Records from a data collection
● ● ● ● ● ● ●

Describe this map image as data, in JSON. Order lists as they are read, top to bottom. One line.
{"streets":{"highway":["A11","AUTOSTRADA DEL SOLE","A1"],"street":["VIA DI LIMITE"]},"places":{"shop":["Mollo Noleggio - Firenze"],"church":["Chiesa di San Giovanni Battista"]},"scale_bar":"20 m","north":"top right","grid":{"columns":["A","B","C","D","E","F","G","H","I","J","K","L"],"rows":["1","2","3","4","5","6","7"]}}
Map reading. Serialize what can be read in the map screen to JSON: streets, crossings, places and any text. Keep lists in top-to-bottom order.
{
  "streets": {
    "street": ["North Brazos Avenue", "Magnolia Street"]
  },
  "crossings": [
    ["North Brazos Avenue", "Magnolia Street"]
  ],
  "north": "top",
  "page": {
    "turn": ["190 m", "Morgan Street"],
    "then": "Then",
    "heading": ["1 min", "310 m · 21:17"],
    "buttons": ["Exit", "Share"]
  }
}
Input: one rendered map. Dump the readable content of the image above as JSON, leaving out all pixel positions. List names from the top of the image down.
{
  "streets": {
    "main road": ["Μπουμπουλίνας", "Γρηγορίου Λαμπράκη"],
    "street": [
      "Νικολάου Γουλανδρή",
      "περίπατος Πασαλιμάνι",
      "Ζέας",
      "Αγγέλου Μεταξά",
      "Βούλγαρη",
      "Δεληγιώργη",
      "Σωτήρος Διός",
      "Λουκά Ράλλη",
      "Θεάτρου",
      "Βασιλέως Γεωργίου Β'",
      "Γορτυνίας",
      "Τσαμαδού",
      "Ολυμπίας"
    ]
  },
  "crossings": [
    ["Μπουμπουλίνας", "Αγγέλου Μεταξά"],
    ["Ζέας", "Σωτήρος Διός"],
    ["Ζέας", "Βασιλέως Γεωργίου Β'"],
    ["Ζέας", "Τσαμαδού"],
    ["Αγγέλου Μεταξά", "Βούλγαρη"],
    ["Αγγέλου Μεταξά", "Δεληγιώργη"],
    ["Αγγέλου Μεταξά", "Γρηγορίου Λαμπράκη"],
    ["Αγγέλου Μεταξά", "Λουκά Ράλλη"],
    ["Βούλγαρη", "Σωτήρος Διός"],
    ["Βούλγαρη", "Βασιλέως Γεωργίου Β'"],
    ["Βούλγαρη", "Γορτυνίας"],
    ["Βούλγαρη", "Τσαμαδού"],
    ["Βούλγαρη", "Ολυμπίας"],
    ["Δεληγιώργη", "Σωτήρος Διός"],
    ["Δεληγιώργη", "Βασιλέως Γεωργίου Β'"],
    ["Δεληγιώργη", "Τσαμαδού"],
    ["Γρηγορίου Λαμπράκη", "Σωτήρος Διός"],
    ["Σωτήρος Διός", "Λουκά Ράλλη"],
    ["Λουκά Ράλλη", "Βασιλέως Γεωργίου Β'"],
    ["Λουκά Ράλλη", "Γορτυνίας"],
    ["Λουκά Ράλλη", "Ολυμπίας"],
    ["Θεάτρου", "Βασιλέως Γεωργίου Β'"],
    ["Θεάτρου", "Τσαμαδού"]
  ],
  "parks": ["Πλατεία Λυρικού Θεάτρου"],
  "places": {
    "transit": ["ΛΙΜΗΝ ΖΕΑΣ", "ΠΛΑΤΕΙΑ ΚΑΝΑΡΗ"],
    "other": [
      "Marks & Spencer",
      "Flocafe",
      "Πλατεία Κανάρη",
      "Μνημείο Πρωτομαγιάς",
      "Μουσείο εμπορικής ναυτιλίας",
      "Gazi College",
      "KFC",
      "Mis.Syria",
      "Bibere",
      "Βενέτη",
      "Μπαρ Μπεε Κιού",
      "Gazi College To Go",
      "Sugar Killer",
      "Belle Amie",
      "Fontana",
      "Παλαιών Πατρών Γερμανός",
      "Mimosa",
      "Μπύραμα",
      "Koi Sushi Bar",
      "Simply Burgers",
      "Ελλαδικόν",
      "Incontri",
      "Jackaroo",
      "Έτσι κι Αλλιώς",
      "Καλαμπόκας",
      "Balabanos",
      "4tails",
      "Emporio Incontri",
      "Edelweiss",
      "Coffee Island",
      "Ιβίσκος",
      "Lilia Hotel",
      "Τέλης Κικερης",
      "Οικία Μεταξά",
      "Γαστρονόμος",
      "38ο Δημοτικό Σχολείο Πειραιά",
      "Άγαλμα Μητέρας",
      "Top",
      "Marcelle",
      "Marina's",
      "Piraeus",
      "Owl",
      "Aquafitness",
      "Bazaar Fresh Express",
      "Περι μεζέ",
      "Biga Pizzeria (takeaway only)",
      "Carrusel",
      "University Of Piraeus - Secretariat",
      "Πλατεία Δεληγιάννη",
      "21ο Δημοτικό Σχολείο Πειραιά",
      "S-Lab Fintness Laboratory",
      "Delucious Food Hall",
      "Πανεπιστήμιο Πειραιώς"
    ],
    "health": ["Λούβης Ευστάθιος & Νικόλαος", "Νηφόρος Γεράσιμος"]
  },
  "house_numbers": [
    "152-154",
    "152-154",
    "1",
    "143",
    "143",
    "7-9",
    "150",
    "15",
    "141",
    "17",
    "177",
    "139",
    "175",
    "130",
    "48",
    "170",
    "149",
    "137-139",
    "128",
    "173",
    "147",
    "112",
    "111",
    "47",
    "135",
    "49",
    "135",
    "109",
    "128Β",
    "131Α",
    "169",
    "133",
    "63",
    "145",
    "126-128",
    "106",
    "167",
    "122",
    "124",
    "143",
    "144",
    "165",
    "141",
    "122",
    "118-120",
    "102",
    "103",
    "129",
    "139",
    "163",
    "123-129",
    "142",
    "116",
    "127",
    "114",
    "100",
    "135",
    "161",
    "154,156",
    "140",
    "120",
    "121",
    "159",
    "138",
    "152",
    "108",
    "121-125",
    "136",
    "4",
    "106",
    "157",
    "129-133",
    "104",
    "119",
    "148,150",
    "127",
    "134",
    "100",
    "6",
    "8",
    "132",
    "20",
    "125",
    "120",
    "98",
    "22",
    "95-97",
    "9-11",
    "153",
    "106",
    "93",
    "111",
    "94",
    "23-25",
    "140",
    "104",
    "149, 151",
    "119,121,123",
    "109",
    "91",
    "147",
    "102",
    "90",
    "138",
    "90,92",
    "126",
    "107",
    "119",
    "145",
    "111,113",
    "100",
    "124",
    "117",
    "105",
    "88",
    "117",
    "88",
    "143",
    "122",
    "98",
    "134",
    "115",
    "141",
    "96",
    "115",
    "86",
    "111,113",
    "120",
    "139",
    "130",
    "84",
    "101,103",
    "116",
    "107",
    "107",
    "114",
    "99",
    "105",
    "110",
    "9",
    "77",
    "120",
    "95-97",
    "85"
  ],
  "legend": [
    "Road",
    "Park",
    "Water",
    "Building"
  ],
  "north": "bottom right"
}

● ● ● ● ● ● ●

| Directions |
Where the word "Βασιλέως" appears in a line of the entries, copy that line.

| Task output |
      "Βασιλέως Γεωργίου Β'",
    ["Ζέας", "Βασιλέως Γεωργίου Β'"],
    ["Βούλγαρη", "Βασιλέως Γεωργίου Β'"],
    ["Δεληγιώργη", "Βασιλέως Γεωργίου Β'"],
    ["Λουκά Ράλλη", "Βασιλέως Γεωργίου Β'"],
    ["Θεάτρου", "Βασιλέως Γεωργίου Β'"],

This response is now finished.